LeBron made one of two fouls, and with no timeouts, the Warriors rushed the ball up the court, but Shump got his hands on a bounce pass, and knocked it to Tristan as the clock ran out. CAVS WON! Somehow, the Cavs won. And as I sit here watching SportsCenter a few hours later, Cleveland’s basketball team was just referred to as “Matthew Dellavedova and the Cleveland Cavaliers.”

Thoughts

How the hell did the Cavs win this game? The Cavs had the lowest shooting percentage in a winning Finals game effort, ever: 32.2%, but they baited the Warriors into playing the half-court possession game, and used a 55-45 rebound advantage to take advantage of it. LeBron was transcendent, with 39, 16 rebounds, and 11 assists, but he could only shoot 11-35. It didn’t matter. The Cavs needed all of it, and they needed him to take shots. LeBron played point guard and power forward for 50 minutes, and only had three turnovers. More importantly, he never let the Warriors dictate pace.

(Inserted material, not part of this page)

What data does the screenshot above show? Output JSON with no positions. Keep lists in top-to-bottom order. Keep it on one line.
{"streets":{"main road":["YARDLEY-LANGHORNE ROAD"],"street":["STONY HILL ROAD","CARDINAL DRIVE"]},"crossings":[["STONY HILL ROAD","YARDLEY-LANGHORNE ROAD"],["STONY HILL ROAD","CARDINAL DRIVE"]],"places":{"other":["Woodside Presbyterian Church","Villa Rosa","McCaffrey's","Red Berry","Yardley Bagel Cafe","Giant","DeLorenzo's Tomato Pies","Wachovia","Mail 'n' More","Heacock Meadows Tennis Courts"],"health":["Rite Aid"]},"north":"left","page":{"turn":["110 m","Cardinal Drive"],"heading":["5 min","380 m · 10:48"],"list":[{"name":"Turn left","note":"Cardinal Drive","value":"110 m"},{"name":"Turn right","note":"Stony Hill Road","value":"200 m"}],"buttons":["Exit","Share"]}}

Tristan struggled offensively again, 0-7 from the floor and -21 for the game, and yet his 14 rebounds were so needed. The fact that the Cavs got the win vindicated Blatt’s decision to play TT over Mozgov late. Shump defended, but couldn’t shoot (yet hit a huge three in OT), Smith provided offense (13 points), and four of the worst fouls you’ll ever see. James Jones gave the Cavs a boost in the second. Mozgov was the Cavs most efficient offensive player (the Warriors had no answer for him). Draymond Green fouls someone on every single play, yet gets away with it. But he made amazing plays on both ends of the floor in the clutch. He finished with four blocks, five steals, and 10 rebounds. The dude is a menace.

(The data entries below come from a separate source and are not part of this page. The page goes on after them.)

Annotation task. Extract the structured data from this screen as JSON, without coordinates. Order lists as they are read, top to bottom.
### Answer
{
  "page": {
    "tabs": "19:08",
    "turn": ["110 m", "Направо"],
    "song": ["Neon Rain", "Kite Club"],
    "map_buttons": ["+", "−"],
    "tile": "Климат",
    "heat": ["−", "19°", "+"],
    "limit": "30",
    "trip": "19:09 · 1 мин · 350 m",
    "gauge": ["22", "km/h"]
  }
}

Klay was amazing: 34 points on 28 shots, and was unstoppable when he played under control. Cavs were lucky the Warriors failed to get him the ball in good spots down the stretch, but Cleveland’s defense had something to do with that too.

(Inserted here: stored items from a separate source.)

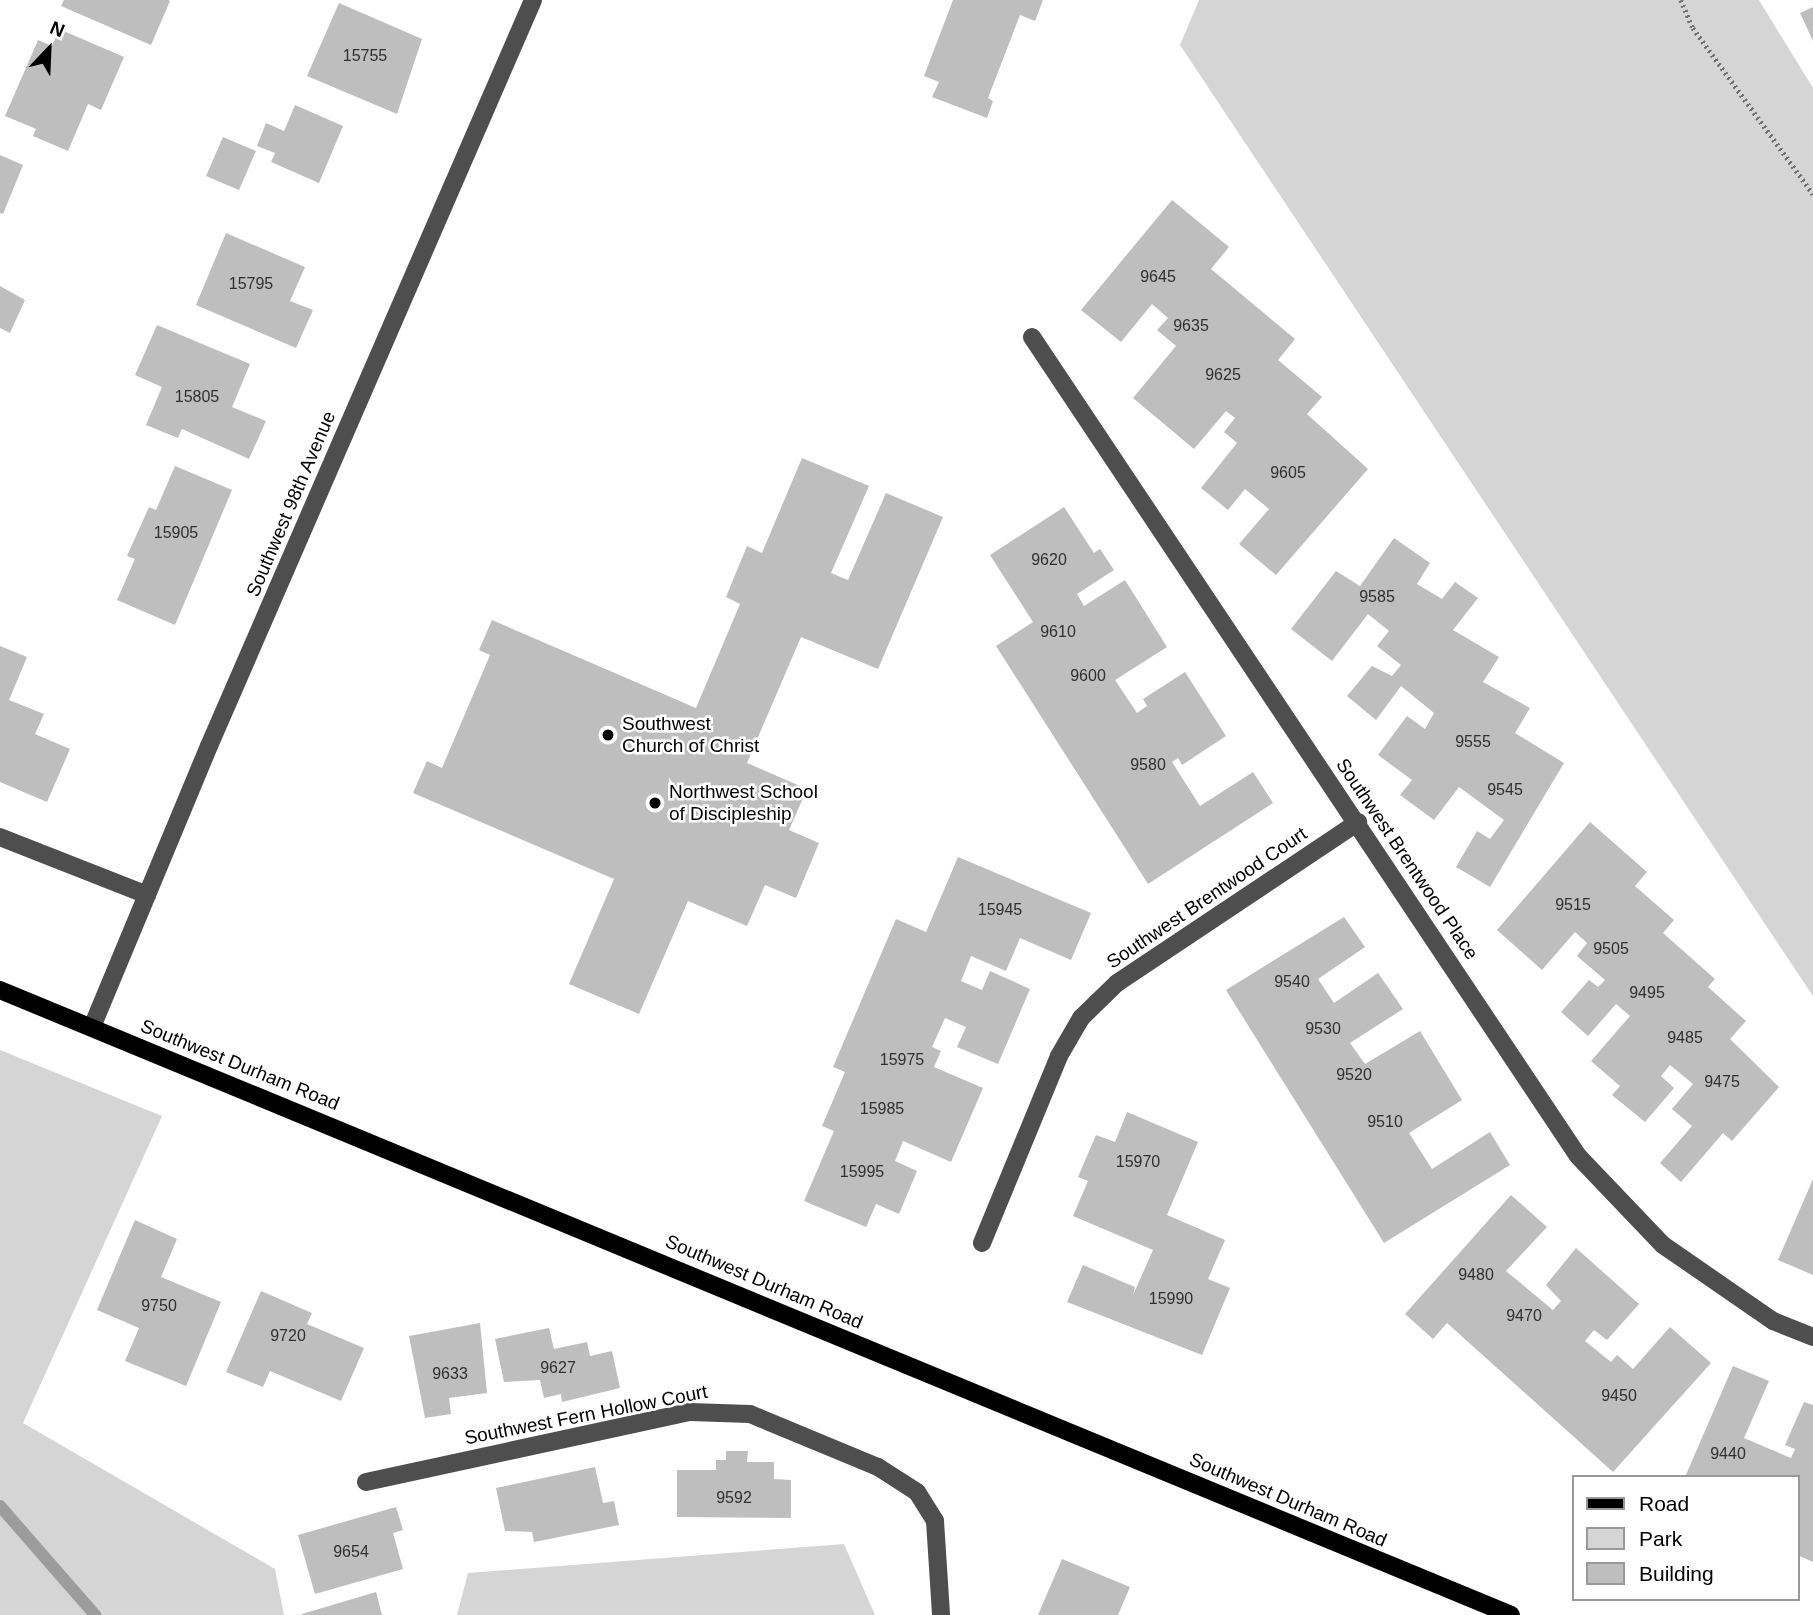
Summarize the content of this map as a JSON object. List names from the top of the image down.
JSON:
{
  "streets": {
    "main road": ["Southwest Durham Road"],
    "street": [
      "Southwest 98th Avenue",
      "Southwest Brentwood Place",
      "Southwest Brentwood Court",
      "Southwest Fern Hollow Court"
    ]
  },
  "crossings": [
    ["Southwest 98th Avenue", "Southwest Durham Road"],
    ["Southwest Brentwood Place", "Southwest Brentwood Court"]
  ],
  "places": ["Southwest Church of Christ", "Northwest School of Discipleship"],
  "house_numbers": [
    "15755",
    "9645",
    "15795",
    "9635",
    "9625",
    "15805",
    "9605",
    "15905",
    "9620",
    "9585",
    "9610",
    "9600",
    "9555",
    "9580",
    "9545",
    "9515",
    "15945",
    "9505",
    "9540",
    "9495",
    "9530",
    "9485",
    "15975",
    "9520",
    "9475",
    "15985",
    "9510",
    "15970",
    "15995",
    "9480",
    "15990",
    "9750",
    "9470",
    "9720",
    "9627",
    "9633",
    "9450",
    "9440",
    "9592",
    "9654"
  ],
  "legend": ["Road", "Park", "Building"],
  "north": "top right"
}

But ultimately this will be remembered as the game where Matty-D shut down the league MVP and made the two biggest plays of the game to give Cleveland their first NBA finals win. The Wombat had six turnovers and shot 3-10 from the floor, and was still +15 for the game. That’s how good his defense was. Curry went 5-23 with six turnovers and Delly was a large part of that. Curry did get inside on a couple of occasions, but Delly consistently ran him off the line, had a fantastic knee bend on defense, didn’t bite on pump fakes, contested almost everything, rebounded hard, and went after every loose ball (including a “dirty” play where he dove on a loose ball and used his body to shield it from Draymond). The heady play in crunch time (and J.R.’s lack thereof) vindicated David Blatt’s decision to start him.

And who can’t love Delly? Dunderheaded ninnymugginses, that’s who. For three straight series, he’s gotten into opponents’ heads: goading them into focusing on a guy who is possibly the league’s most inefficient offensive guard, instead of focusing on everything the Cavs opponents need to do to win. Like every member of this Cavs’ Justice League, the Wombat adds to a whole that is greater than the sum of its part. This Cavs team just keeps turning out heroes to go along with Superman. Tonight was Delly’s turn to rise to the occasion.